Confieso haberme reído más de una vez de la expresión "persona humana"; haber ridiculizado su torpeza formal, parodiado su tosca redundancia. Sin embargo, ahora le encuentro un sentido a esa repetición, la tautología me resulta menos evidente. Porque las guerras exacerban la interrogación sobre lo humano, y al responder, evidencian la ausencia o la presencia de esa sustancia en cada cual. La guerra de Irak, que desde su fuente hasta esta desembocadura estamos siguiendo en directo, va dejando también muy claro quiénes albergan esa calidad humana, y quienes, por el contrario, por dentro sólo llevan su carencia, su hueco. Quiénes son, en definitiva, personas humanas; y quién componen únicamente un alguien.

Ha caído el régimen de Sadam Hussein. Se acerca pues el tiempo de los repartos, que va a incluir el de medallas -metafóricas y metálicas- y el de títulos honoríficos, porque para los guerreros es héroe el que mata o el que muere acatando la lógica del poder y la violencia. Mis héroes son otros: el miliciano de Salamina, el boche recordado por Quint; todos los que no se someten e, incluso en las peores circunstancias, anteponen la solidaridad a la fuerza, la compasión a la destrucción, la decencia al beneficio. Deciden responsabilizarse, de ese modo, de y por lo humano. Y la traducción de este adjetivo no tiene pérdida: preservar la vida, tender la mano, preferir los argumentos a los puñales, siempre.

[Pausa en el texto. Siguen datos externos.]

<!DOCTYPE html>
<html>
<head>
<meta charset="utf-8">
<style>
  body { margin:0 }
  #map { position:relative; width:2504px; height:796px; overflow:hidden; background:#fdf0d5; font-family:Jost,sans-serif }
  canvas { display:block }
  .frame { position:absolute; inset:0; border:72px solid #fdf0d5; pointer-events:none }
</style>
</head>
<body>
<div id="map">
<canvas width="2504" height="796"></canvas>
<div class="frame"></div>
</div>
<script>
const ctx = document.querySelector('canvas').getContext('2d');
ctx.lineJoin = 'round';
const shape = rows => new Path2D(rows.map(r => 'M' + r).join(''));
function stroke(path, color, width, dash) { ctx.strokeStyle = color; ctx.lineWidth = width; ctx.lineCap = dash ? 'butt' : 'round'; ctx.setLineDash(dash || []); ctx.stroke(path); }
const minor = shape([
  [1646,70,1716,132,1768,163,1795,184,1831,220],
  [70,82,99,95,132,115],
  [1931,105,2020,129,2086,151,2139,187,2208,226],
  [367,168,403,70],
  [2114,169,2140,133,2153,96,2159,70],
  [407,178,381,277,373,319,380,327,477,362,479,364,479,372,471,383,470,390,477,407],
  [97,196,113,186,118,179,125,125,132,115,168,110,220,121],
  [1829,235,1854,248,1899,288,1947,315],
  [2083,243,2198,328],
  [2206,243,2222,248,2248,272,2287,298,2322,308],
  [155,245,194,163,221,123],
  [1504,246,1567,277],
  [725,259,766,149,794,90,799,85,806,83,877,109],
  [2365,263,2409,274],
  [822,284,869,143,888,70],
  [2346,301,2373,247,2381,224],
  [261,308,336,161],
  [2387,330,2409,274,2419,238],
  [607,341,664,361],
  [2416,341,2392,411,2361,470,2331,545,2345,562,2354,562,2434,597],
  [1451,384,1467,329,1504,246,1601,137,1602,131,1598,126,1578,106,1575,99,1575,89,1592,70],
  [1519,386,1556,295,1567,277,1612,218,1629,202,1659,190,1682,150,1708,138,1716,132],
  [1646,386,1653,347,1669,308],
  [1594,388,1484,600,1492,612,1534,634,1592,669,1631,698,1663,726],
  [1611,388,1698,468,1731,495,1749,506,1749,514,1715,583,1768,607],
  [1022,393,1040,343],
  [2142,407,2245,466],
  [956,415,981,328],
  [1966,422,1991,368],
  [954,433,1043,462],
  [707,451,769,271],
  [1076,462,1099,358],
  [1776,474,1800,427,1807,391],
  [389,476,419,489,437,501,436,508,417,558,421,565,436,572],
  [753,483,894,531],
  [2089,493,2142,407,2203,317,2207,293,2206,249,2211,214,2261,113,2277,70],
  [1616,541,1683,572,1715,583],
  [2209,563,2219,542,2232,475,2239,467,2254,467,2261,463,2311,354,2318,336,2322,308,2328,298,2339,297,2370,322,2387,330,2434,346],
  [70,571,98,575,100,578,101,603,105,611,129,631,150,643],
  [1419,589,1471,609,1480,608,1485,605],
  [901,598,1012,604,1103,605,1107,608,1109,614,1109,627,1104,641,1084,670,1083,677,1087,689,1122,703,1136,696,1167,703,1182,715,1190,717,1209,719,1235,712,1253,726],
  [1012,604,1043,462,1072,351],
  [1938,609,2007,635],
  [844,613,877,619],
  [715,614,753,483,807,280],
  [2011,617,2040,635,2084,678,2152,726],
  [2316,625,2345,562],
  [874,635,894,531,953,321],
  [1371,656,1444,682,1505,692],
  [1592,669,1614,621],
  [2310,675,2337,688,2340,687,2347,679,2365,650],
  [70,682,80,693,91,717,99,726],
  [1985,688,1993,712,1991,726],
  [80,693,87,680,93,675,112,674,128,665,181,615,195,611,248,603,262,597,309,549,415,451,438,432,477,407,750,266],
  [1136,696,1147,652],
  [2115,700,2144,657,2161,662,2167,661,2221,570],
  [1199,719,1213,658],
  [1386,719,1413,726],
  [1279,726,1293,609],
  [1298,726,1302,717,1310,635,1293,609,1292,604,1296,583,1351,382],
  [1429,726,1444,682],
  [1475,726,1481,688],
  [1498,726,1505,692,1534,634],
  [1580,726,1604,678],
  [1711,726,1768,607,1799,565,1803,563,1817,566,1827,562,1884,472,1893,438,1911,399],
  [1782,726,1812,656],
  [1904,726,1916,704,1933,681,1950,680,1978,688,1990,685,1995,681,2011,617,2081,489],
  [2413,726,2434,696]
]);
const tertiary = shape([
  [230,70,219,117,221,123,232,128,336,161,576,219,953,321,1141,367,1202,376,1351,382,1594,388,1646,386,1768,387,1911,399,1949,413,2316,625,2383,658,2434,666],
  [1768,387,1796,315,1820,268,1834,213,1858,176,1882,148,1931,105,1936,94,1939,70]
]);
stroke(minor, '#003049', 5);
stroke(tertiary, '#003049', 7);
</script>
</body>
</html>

El país está conmocionado por la muerte de Julio A. Parrado y José Couso. Y si es verdad que una muerte no vale más que otra, también es cierto que la muerte de un periodista es además simbólica; y que las muertes cercanas, conmueven y representan más. Y dicen más. La guerra ya había dejado al Gobierno español al descubierto, pero ahora su actitud -gélida, elusiva, insolidaria y cínica- ante estas muertes le deja al desnudo, sin prenda alguna detrás de la que camuflarse; en cueros vivos. Quiero decir, muertos, secos de humanidad; reducidos a la condición de apenas personas. A duras penas.